THE DATA -
══════════════════════════════

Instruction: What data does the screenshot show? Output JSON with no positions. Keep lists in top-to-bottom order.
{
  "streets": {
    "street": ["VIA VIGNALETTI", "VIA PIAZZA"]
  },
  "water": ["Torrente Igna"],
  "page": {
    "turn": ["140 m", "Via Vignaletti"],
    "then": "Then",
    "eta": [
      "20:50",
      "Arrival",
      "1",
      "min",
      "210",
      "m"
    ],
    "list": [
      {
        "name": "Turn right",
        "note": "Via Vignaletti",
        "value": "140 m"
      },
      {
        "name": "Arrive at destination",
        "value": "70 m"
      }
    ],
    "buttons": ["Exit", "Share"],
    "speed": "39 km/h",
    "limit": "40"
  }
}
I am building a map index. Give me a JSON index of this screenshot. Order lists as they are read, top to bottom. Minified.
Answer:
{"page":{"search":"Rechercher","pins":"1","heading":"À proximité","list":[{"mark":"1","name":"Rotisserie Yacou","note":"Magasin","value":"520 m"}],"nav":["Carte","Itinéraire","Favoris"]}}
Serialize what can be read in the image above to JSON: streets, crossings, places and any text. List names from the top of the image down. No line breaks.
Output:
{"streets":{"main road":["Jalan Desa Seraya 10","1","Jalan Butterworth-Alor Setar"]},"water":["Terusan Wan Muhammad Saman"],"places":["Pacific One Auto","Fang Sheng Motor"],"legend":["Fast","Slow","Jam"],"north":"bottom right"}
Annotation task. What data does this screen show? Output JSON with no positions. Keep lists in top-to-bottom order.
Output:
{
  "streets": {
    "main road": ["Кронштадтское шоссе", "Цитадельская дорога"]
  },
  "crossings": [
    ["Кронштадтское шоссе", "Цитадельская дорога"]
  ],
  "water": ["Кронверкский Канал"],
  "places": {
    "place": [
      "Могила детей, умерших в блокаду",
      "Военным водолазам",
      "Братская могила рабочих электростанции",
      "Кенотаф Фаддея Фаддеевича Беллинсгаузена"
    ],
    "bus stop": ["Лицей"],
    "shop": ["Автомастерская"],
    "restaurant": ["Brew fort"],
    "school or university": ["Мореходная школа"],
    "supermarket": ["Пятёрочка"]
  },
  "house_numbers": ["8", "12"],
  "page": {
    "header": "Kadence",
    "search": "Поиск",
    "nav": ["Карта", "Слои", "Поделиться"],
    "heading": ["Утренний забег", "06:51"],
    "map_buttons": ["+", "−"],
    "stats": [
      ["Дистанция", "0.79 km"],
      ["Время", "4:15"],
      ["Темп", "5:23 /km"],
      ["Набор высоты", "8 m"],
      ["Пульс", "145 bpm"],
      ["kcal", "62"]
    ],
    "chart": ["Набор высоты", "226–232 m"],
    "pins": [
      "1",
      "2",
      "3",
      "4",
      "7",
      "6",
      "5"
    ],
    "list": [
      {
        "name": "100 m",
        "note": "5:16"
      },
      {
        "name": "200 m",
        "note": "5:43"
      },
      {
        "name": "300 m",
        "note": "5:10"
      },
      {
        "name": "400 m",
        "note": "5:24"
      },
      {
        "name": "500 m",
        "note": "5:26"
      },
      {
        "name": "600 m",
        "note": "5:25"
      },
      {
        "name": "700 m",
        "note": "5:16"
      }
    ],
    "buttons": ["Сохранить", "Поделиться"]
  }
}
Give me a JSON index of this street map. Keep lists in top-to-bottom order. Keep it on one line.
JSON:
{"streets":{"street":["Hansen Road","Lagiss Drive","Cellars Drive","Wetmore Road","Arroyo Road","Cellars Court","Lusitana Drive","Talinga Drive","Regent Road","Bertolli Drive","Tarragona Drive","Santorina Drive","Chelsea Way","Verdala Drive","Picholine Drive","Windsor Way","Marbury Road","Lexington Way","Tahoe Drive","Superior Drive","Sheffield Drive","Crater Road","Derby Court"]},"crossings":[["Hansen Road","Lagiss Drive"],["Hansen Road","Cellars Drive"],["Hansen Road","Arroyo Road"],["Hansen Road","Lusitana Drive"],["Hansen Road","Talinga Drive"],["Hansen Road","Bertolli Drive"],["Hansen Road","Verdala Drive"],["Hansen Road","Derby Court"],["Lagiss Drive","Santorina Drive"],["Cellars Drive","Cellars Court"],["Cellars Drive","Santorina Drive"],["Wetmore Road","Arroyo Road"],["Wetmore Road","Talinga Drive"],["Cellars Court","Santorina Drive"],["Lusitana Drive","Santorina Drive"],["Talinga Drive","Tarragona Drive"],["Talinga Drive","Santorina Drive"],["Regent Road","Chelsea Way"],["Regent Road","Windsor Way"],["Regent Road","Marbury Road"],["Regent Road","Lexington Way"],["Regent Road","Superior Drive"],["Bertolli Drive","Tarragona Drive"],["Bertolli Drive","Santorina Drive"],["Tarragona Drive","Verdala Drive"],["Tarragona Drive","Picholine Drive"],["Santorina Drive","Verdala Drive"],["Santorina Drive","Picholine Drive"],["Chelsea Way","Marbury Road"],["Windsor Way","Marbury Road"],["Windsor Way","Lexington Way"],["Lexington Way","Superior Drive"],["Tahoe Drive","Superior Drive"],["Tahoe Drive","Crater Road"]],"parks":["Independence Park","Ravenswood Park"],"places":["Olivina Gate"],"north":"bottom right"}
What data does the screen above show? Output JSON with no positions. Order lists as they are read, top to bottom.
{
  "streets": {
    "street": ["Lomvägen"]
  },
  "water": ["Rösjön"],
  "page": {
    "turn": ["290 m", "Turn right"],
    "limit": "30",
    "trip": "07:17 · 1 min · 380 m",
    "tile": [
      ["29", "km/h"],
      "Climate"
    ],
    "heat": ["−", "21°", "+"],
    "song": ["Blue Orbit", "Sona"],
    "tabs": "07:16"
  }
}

══════════════════════════════

PROBLEM REQUIREMENTS - Transcribe the material above in full, keeping every word.

COMPLETED EXERCISE -
Instruction: What data does the screenshot show? Output JSON with no positions. Keep lists in top-to-bottom order.
{
  "streets": {
    "street": ["VIA VIGNALETTI", "VIA PIAZZA"]
  },
  "water": ["Torrente Igna"],
  "page": {
    "turn": ["140 m", "Via Vignaletti"],
    "then": "Then",
    "eta": [
      "20:50",
      "Arrival",
      "1",
      "min",
      "210",
      "m"
    ],
    "list": [
      {
        "name": "Turn right",
        "note": "Via Vignaletti",
        "value": "140 m"
      },
      {
        "name": "Arrive at destination",
        "value": "70 m"
      }
    ],
    "buttons": ["Exit", "Share"],
    "speed": "39 km/h",
    "limit": "40"
  }
}
I am building a map index. Give me a JSON index of this screenshot. Order lists as they are read, top to bottom. Minified.
Answer:
{"page":{"search":"Rechercher","pins":"1","heading":"À proximité","list":[{"mark":"1","name":"Rotisserie Yacou","note":"Magasin","value":"520 m"}],"nav":["Carte","Itinéraire","Favoris"]}}
Serialize what can be read in the image above to JSON: streets, crossings, places and any text. List names from the top of the image down. No line breaks.
Output:
{"streets":{"main road":["Jalan Desa Seraya 10","1","Jalan Butterworth-Alor Setar"]},"water":["Terusan Wan Muhammad Saman"],"places":["Pacific One Auto","Fang Sheng Motor"],"legend":["Fast","Slow","Jam"],"north":"bottom right"}
Annotation task. What data does this screen show? Output JSON with no positions. Keep lists in top-to-bottom order.
Output:
{
  "streets": {
    "main road": ["Кронштадтское шоссе", "Цитадельская дорога"]
  },
  "crossings": [
    ["Кронштадтское шоссе", "Цитадельская дорога"]
  ],
  "water": ["Кронверкский Канал"],
  "places": {
    "place": [
      "Могила детей, умерших в блокаду",
      "Военным водолазам",
      "Братская могила рабочих электростанции",
      "Кенотаф Фаддея Фаддеевича Беллинсгаузена"
    ],
    "bus stop": ["Лицей"],
    "shop": ["Автомастерская"],
    "restaurant": ["Brew fort"],
    "school or university": ["Мореходная школа"],
    "supermarket": ["Пятёрочка"]
  },
  "house_numbers": ["8", "12"],
  "page": {
    "header": "Kadence",
    "search": "Поиск",
    "nav": ["Карта", "Слои", "Поделиться"],
    "heading": ["Утренний забег", "06:51"],
    "map_buttons": ["+", "−"],
    "stats": [
      ["Дистанция", "0.79 km"],
      ["Время", "4:15"],
      ["Темп", "5:23 /km"],
      ["Набор высоты", "8 m"],
      ["Пульс", "145 bpm"],
      ["kcal", "62"]
    ],
    "chart": ["Набор высоты", "226–232 m"],
    "pins": [
      "1",
      "2",
      "3",
      "4",
      "7",
      "6",
      "5"
    ],
    "list": [
      {
        "name": "100 m",
        "note": "5:16"
      },
      {
        "name": "200 m",
        "note": "5:43"
      },
      {
        "name": "300 m",
        "note": "5:10"
      },
      {
        "name": "400 m",
        "note": "5:24"
      },
      {
        "name": "500 m",
        "note": "5:26"
      },
      {
        "name": "600 m",
        "note": "5:25"
      },
      {
        "name": "700 m",
        "note": "5:16"
      }
    ],
    "buttons": ["Сохранить", "Поделиться"]
  }
}
Give me a JSON index of this street map. Keep lists in top-to-bottom order. Keep it on one line.
JSON:
{"streets":{"street":["Hansen Road","Lagiss Drive","Cellars Drive","Wetmore Road","Arroyo Road","Cellars Court","Lusitana Drive","Talinga Drive","Regent Road","Bertolli Drive","Tarragona Drive","Santorina Drive","Chelsea Way","Verdala Drive","Picholine Drive","Windsor Way","Marbury Road","Lexington Way","Tahoe Drive","Superior Drive","Sheffield Drive","Crater Road","Derby Court"]},"crossings":[["Hansen Road","Lagiss Drive"],["Hansen Road","Cellars Drive"],["Hansen Road","Arroyo Road"],["Hansen Road","Lusitana Drive"],["Hansen Road","Talinga Drive"],["Hansen Road","Bertolli Drive"],["Hansen Road","Verdala Drive"],["Hansen Road","Derby Court"],["Lagiss Drive","Santorina Drive"],["Cellars Drive","Cellars Court"],["Cellars Drive","Santorina Drive"],["Wetmore Road","Arroyo Road"],["Wetmore Road","Talinga Drive"],["Cellars Court","Santorina Drive"],["Lusitana Drive","Santorina Drive"],["Talinga Drive","Tarragona Drive"],["Talinga Drive","Santorina Drive"],["Regent Road","Chelsea Way"],["Regent Road","Windsor Way"],["Regent Road","Marbury Road"],["Regent Road","Lexington Way"],["Regent Road","Superior Drive"],["Bertolli Drive","Tarragona Drive"],["Bertolli Drive","Santorina Drive"],["Tarragona Drive","Verdala Drive"],["Tarragona Drive","Picholine Drive"],["Santorina Drive","Verdala Drive"],["Santorina Drive","Picholine Drive"],["Chelsea Way","Marbury Road"],["Windsor Way","Marbury Road"],["Windsor Way","Lexington Way"],["Lexington Way","Superior Drive"],["Tahoe Drive","Superior Drive"],["Tahoe Drive","Crater Road"]],"parks":["Independence Park","Ravenswood Park"],"places":["Olivina Gate"],"north":"bottom right"}
What data does the screen above show? Output JSON with no positions. Order lists as they are read, top to bottom.
{
  "streets": {
    "street": ["Lomvägen"]
  },
  "water": ["Rösjön"],
  "page": {
    "turn": ["290 m", "Turn right"],
    "limit": "30",
    "trip": "07:17 · 1 min · 380 m",
    "tile": [
      ["29", "km/h"],
      "Climate"
    ],
    "heat": ["−", "21°", "+"],
    "song": ["Blue Orbit", "Sona"],
    "tabs": "07:16"
  }
}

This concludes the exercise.